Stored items
○ ○ ○

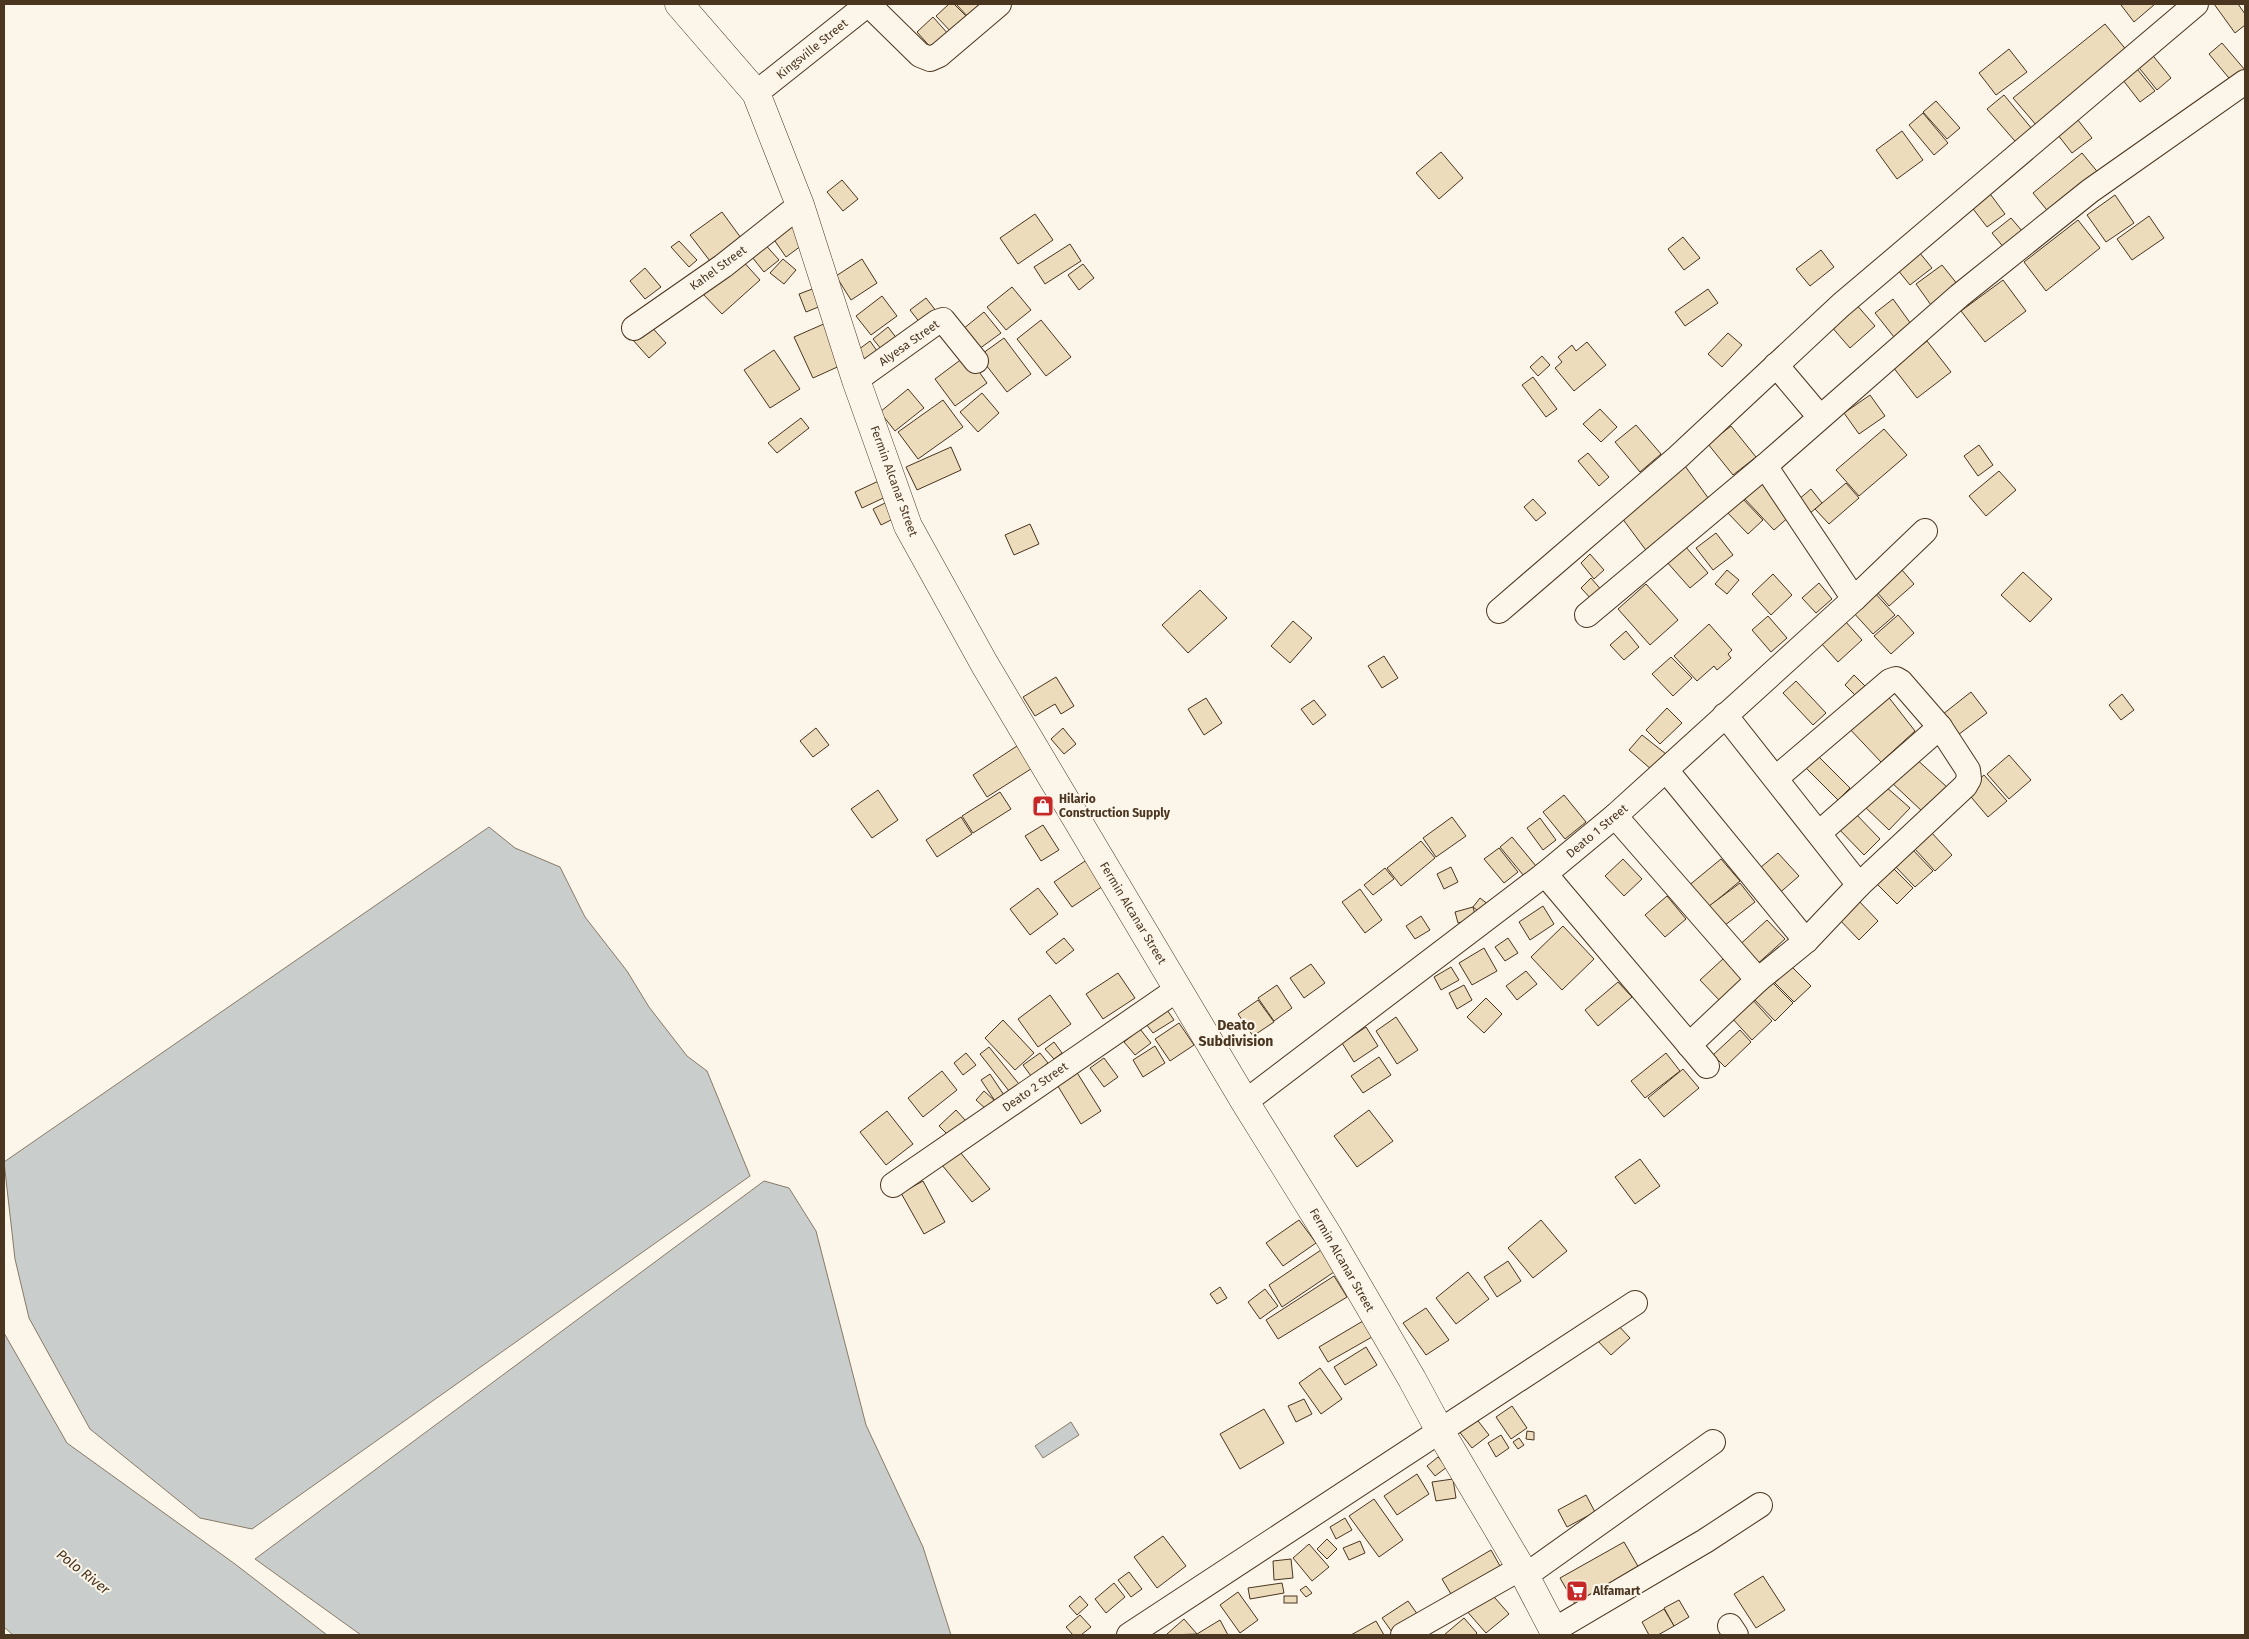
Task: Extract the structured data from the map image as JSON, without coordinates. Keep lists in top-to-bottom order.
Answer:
{
  "streets": {
    "main road": ["Fermin Alcanar Street"],
    "street": [
      "Kingsville Street",
      "Kahel Street",
      "Alyesa Street",
      "Deato 1 Street",
      "Deato 2 Street"
    ]
  },
  "crossings": [
    ["Kingsville Street", "Fermin Alcanar Street"],
    ["Kahel Street", "Fermin Alcanar Street"],
    ["Alyesa Street", "Fermin Alcanar Street"],
    ["Fermin Alcanar Street", "Deato 1 Street"],
    ["Fermin Alcanar Street", "Deato 2 Street"]
  ],
  "districts": ["Deato Subdivision"],
  "water": ["Polo River"],
  "places": {
    "shop": ["Hilario Construction Supply"],
    "supermarket": ["Alfamart"]
  }
}
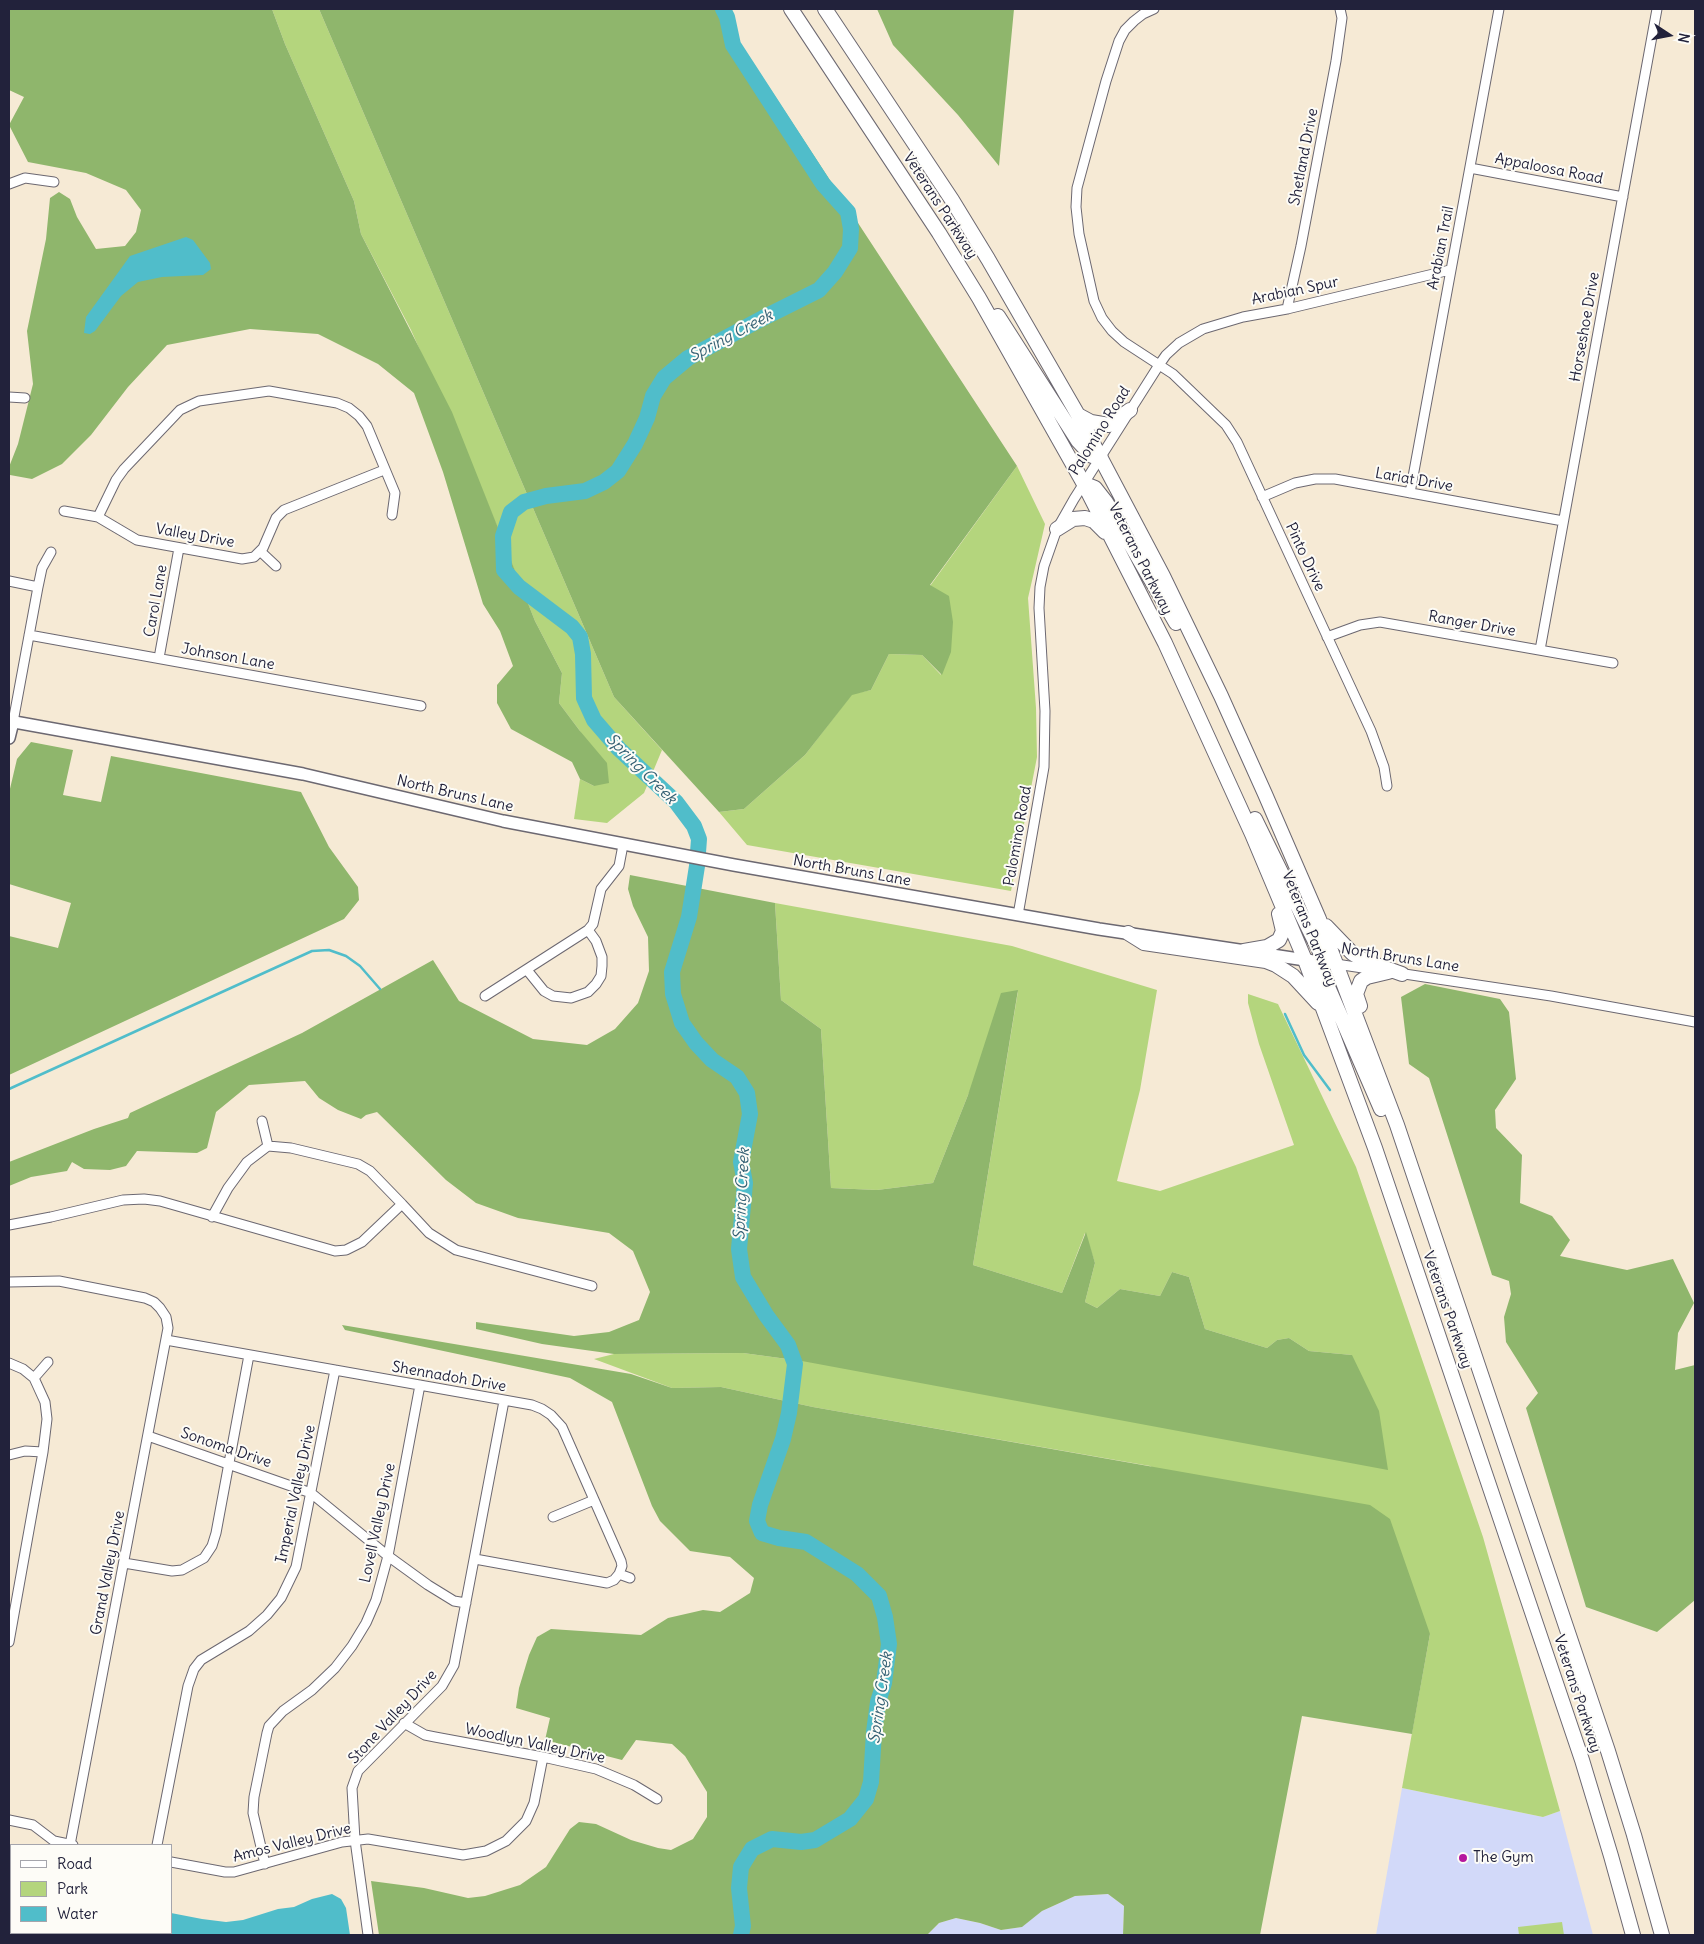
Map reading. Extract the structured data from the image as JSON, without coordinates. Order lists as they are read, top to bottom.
{
  "streets": {
    "highway": ["Veterans Parkway"],
    "main road": ["North Bruns Lane"],
    "street": [
      "Shetland Drive",
      "Appaloosa Road",
      "Arabian Trail",
      "Arabian Spur",
      "Horseshoe Drive",
      "Palomino Road",
      "Lariat Drive",
      "Valley Drive",
      "Pinto Drive",
      "Carol Lane",
      "Ranger Drive",
      "Johnson Lane",
      "Shennadoh Drive",
      "Sonoma Drive",
      "Imperial Valley Drive",
      "Lovell Valley Drive",
      "Grand Valley Drive",
      "Stone Valley Drive",
      "Woodlyn Valley Drive",
      "Amos Valley Drive"
    ]
  },
  "crossings": [
    ["Shetland Drive", "Arabian Spur"],
    ["Appaloosa Road", "Arabian Trail"],
    ["Appaloosa Road", "Horseshoe Drive"],
    ["Veterans Parkway", "Palomino Road"],
    ["Veterans Parkway", "North Bruns Lane"],
    ["Arabian Trail", "Arabian Spur"],
    ["Arabian Trail", "Lariat Drive"],
    ["Arabian Spur", "Palomino Road"],
    ["Arabian Spur", "Pinto Drive"],
    ["Horseshoe Drive", "Lariat Drive"],
    ["Horseshoe Drive", "Ranger Drive"],
    ["Palomino Road", "Pinto Drive"],
    ["Palomino Road", "North Bruns Lane"],
    ["Lariat Drive", "Pinto Drive"],
    ["Valley Drive", "Carol Lane"],
    ["Pinto Drive", "Ranger Drive"],
    ["Carol Lane", "Johnson Lane"],
    ["Shennadoh Drive", "Imperial Valley Drive"],
    ["Shennadoh Drive", "Lovell Valley Drive"],
    ["Shennadoh Drive", "Grand Valley Drive"],
    ["Shennadoh Drive", "Stone Valley Drive"],
    ["Sonoma Drive", "Imperial Valley Drive"],
    ["Sonoma Drive", "Lovell Valley Drive"],
    ["Sonoma Drive", "Grand Valley Drive"],
    ["Sonoma Drive", "Stone Valley Drive"],
    ["Lovell Valley Drive", "Amos Valley Drive"],
    ["Stone Valley Drive", "Woodlyn Valley Drive"],
    ["Stone Valley Drive", "Amos Valley Drive"],
    ["Woodlyn Valley Drive", "Amos Valley Drive"]
  ],
  "water": ["Spring Creek"],
  "places": ["The Gym"],
  "legend": ["Road", "Park", "Water"],
  "north": "right"
}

○ ○ ○

**Problem requirements**
Could every line above be set down exactly, with the pictures omitted?

**Result of the exercise**
Task: Extract the structured data from the map image as JSON, without coordinates. Keep lists in top-to-bottom order.
Answer:
{
  "streets": {
    "main road": ["Fermin Alcanar Street"],
    "street": [
      "Kingsville Street",
      "Kahel Street",
      "Alyesa Street",
      "Deato 1 Street",
      "Deato 2 Street"
    ]
  },
  "crossings": [
    ["Kingsville Street", "Fermin Alcanar Street"],
    ["Kahel Street", "Fermin Alcanar Street"],
    ["Alyesa Street", "Fermin Alcanar Street"],
    ["Fermin Alcanar Street", "Deato 1 Street"],
    ["Fermin Alcanar Street", "Deato 2 Street"]
  ],
  "districts": ["Deato Subdivision"],
  "water": ["Polo River"],
  "places": {
    "shop": ["Hilario Construction Supply"],
    "supermarket": ["Alfamart"]
  }
}
Map reading. Extract the structured data from the image as JSON, without coordinates. Order lists as they are read, top to bottom.
{
  "streets": {
    "highway": ["Veterans Parkway"],
    "main road": ["North Bruns Lane"],
    "street": [
      "Shetland Drive",
      "Appaloosa Road",
      "Arabian Trail",
      "Arabian Spur",
      "Horseshoe Drive",
      "Palomino Road",
      "Lariat Drive",
      "Valley Drive",
      "Pinto Drive",
      "Carol Lane",
      "Ranger Drive",
      "Johnson Lane",
      "Shennadoh Drive",
      "Sonoma Drive",
      "Imperial Valley Drive",
      "Lovell Valley Drive",
      "Grand Valley Drive",
      "Stone Valley Drive",
      "Woodlyn Valley Drive",
      "Amos Valley Drive"
    ]
  },
  "crossings": [
    ["Shetland Drive", "Arabian Spur"],
    ["Appaloosa Road", "Arabian Trail"],
    ["Appaloosa Road", "Horseshoe Drive"],
    ["Veterans Parkway", "Palomino Road"],
    ["Veterans Parkway", "North Bruns Lane"],
    ["Arabian Trail", "Arabian Spur"],
    ["Arabian Trail", "Lariat Drive"],
    ["Arabian Spur", "Palomino Road"],
    ["Arabian Spur", "Pinto Drive"],
    ["Horseshoe Drive", "Lariat Drive"],
    ["Horseshoe Drive", "Ranger Drive"],
    ["Palomino Road", "Pinto Drive"],
    ["Palomino Road", "North Bruns Lane"],
    ["Lariat Drive", "Pinto Drive"],
    ["Valley Drive", "Carol Lane"],
    ["Pinto Drive", "Ranger Drive"],
    ["Carol Lane", "Johnson Lane"],
    ["Shennadoh Drive", "Imperial Valley Drive"],
    ["Shennadoh Drive", "Lovell Valley Drive"],
    ["Shennadoh Drive", "Grand Valley Drive"],
    ["Shennadoh Drive", "Stone Valley Drive"],
    ["Sonoma Drive", "Imperial Valley Drive"],
    ["Sonoma Drive", "Lovell Valley Drive"],
    ["Sonoma Drive", "Grand Valley Drive"],
    ["Sonoma Drive", "Stone Valley Drive"],
    ["Lovell Valley Drive", "Amos Valley Drive"],
    ["Stone Valley Drive", "Woodlyn Valley Drive"],
    ["Stone Valley Drive", "Amos Valley Drive"],
    ["Woodlyn Valley Drive", "Amos Valley Drive"]
  ],
  "water": ["Spring Creek"],
  "places": ["The Gym"],
  "legend": ["Road", "Park", "Water"],
  "north": "right"
}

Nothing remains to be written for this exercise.